Convenience stores aren't bars, say authorities
The warning came as the nation added 235 new infections Monday, a decrease from 248 the previous day, and in response to confusion among the general public as to whether the new social distancing measures apply to convenience stores.
The answer is that they do apply to some convenience stores — but not to all.
Korea’s central government said last Friday that while the entire nation would remain under Level 2 guidelines on the three-tier social distancing system until Sept. 6, some new restrictions would be added for the greater Seoul area — Seoul, Incheon and Gyeonggi — starting Sunday.
Those new rules were dubbed “Level 2.5,” as they come on top of Level 2 guidelines imposed on the greater Seoul area since mid-August.
The so-called Level 2.5 rules dictate that restaurants, bars, bakeries and standalone coffee shops can offer normal services — or allow customers to eat and drink inside the stores — until 9 p.m., after which they can only provide takeout until 5 a.m.
While announcing the measures last Friday, the central government said customers at “rest restaurant businesses” — the English wording when directly translated from Korean — would face the same restrictions. But it failed to spell out which types of businesses are part of that category.
That omission gave the impression that convenience stores were excluded from the Level 2.5 measures, which led many people to flock to the stores to drink at their outdoor tables after 9 p.m.
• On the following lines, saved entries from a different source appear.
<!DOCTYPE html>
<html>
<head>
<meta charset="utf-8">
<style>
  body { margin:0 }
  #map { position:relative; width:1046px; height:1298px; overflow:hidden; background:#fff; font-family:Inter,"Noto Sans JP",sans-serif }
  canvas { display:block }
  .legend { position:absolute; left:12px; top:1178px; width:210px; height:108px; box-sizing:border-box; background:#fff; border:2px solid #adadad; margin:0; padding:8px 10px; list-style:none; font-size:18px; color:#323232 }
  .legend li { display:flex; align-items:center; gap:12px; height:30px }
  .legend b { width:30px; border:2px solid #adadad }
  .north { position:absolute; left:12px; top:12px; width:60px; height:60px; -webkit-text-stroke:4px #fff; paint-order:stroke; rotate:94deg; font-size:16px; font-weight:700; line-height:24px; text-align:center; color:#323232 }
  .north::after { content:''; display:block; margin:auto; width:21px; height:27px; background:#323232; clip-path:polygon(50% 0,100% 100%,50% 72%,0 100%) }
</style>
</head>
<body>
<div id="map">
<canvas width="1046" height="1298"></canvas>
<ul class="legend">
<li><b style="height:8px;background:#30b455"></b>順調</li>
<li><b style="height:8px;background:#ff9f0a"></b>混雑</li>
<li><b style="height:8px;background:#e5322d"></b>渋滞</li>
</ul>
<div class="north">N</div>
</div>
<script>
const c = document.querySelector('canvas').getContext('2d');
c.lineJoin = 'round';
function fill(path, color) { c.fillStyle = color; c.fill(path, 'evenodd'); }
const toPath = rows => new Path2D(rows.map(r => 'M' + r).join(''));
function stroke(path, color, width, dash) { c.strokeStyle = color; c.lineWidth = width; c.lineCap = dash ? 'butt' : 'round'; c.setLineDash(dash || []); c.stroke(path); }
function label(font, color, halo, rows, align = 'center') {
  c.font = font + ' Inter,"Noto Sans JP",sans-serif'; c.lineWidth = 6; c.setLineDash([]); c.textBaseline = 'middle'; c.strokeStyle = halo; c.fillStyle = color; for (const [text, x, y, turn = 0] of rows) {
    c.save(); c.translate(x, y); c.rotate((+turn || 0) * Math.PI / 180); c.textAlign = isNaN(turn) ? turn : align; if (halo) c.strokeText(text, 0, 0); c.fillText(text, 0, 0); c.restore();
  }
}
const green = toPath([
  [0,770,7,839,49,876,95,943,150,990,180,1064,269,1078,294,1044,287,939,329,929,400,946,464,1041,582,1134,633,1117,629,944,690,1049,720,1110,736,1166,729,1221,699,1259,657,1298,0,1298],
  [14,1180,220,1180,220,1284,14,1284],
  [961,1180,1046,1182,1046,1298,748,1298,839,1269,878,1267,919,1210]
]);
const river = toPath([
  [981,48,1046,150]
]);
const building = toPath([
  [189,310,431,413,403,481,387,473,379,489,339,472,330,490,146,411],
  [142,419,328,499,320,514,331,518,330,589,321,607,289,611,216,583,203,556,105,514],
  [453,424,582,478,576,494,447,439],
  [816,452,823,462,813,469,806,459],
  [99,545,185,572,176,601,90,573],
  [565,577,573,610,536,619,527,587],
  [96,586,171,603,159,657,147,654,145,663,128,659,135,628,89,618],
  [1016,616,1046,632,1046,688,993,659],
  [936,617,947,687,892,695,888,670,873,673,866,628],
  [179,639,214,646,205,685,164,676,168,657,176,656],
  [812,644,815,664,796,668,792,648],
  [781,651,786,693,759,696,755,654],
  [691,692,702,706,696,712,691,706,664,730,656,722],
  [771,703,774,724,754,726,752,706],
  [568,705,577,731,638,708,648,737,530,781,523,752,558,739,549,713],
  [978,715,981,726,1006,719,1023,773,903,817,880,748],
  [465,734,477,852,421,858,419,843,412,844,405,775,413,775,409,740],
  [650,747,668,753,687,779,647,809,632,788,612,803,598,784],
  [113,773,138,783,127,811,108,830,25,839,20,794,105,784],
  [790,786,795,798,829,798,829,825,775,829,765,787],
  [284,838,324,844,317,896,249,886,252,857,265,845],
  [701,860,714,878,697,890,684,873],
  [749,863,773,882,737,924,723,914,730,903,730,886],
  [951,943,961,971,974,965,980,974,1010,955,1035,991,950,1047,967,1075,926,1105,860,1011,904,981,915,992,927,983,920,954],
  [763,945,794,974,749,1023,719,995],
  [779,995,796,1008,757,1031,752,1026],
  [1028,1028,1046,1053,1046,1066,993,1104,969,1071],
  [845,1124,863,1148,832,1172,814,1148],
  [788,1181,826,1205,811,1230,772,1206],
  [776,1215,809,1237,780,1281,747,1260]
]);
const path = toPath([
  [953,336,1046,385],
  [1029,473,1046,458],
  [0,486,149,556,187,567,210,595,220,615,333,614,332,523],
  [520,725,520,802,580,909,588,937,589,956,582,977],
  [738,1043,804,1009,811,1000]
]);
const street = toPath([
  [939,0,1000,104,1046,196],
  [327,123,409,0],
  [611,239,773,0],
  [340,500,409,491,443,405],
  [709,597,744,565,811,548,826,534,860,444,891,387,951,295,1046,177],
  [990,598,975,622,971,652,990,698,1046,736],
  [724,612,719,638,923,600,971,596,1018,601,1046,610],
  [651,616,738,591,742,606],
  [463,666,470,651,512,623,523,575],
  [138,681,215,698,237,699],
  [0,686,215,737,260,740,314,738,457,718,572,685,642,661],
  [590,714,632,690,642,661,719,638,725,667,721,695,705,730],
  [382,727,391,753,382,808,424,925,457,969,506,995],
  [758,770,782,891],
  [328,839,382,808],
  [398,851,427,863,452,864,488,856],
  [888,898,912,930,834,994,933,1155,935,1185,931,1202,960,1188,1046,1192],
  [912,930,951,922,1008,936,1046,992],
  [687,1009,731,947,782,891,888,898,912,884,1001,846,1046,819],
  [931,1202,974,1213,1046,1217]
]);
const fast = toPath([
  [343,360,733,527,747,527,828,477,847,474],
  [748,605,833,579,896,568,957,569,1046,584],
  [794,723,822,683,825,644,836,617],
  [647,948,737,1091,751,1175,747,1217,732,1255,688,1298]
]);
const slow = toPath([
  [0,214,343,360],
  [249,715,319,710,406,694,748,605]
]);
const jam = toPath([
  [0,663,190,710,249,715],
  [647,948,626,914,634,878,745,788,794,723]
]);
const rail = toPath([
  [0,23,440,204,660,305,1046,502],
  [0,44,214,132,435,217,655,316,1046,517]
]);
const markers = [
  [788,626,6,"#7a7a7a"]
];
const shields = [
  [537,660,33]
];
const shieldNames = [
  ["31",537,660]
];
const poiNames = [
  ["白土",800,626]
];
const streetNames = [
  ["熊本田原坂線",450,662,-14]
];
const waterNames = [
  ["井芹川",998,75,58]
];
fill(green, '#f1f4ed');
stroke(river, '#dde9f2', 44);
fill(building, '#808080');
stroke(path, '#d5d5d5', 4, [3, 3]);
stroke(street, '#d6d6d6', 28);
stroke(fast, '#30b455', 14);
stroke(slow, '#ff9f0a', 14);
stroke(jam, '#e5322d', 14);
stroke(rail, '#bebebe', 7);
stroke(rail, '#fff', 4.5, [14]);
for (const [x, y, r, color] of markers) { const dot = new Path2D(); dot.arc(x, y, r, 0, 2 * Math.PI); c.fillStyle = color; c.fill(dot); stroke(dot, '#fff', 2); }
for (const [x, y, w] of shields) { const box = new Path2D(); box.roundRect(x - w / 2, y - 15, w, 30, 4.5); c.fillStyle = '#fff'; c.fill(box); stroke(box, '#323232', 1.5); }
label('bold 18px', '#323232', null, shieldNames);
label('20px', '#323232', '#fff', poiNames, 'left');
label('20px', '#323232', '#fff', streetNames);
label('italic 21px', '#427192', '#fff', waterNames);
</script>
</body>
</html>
But not all convenience stores in greater Seoul are registered as a rest restaurant business. Some are called a “free business type.” The main difference between the two is that the former has a small cooking station, where customers can microwave their purchased products or pour boiling water into instant noodle cups to eat on the spot.
Among Seoul’s approximately 13,000 convenience stores, about 75 percent, or 9,750 stores, are known to be rest restaurant businesses. In those stores, people are now forbidden to eat or drink inside the stores or at any outdoor tables after 9 p.m. under the Level 2.5 social distancing rules, although they can microwave their food or pour hot water into their instant noodles to take home.
The Seoul Metropolitan Government dismissed this distinction Tuesday and urged the public not to eat at either type of convenience store after 9 p.m., saying it was planning to make a formal recommendation to the Central Disaster Management Headquarters to cut through the confusion.
The city said it would formally ask all convenience store owners in Seoul to forbid customers from eating at their stores after 9 p.m., and carry an on-site inspection this week to check whether they follow through.
Across the nation, the Korea Centers for Disease Control and Prevention (KCDC) announced Tuesday morning that 235 new infections were detected Monday, down from last Wednesday's peak of 441.
Of Monday’s 222 local cases, 93 were in Seoul, 60 in Gyeonggi, 22 in Incheon, eight in Daejeon, seven in South Chungcheong, six in Ulsan, five in North Gyeongsang, four each in Gwangju, Gangwon and South Jeolla, three each in Busan and South Gyeongsang, and one each in Daegu, North Chungcheong and Jeju Island.
Among the nation’s 17 major cities and provinces, Sejong City and North Jeolla didn’t see a single new case.
Out of 13 imported cases, three were from Indonesia, two each from Russia and South Africa, and one each from Kazakhstan, Turkey, the United States, Brazil, Ghana and Algeria
No patients died Monday, leaving total deaths at 324, while 225 people recovered, bringing total recoveries to 15,198.
As of Monday at midnight, Korea had counted 20,182 coronavirus patients in all.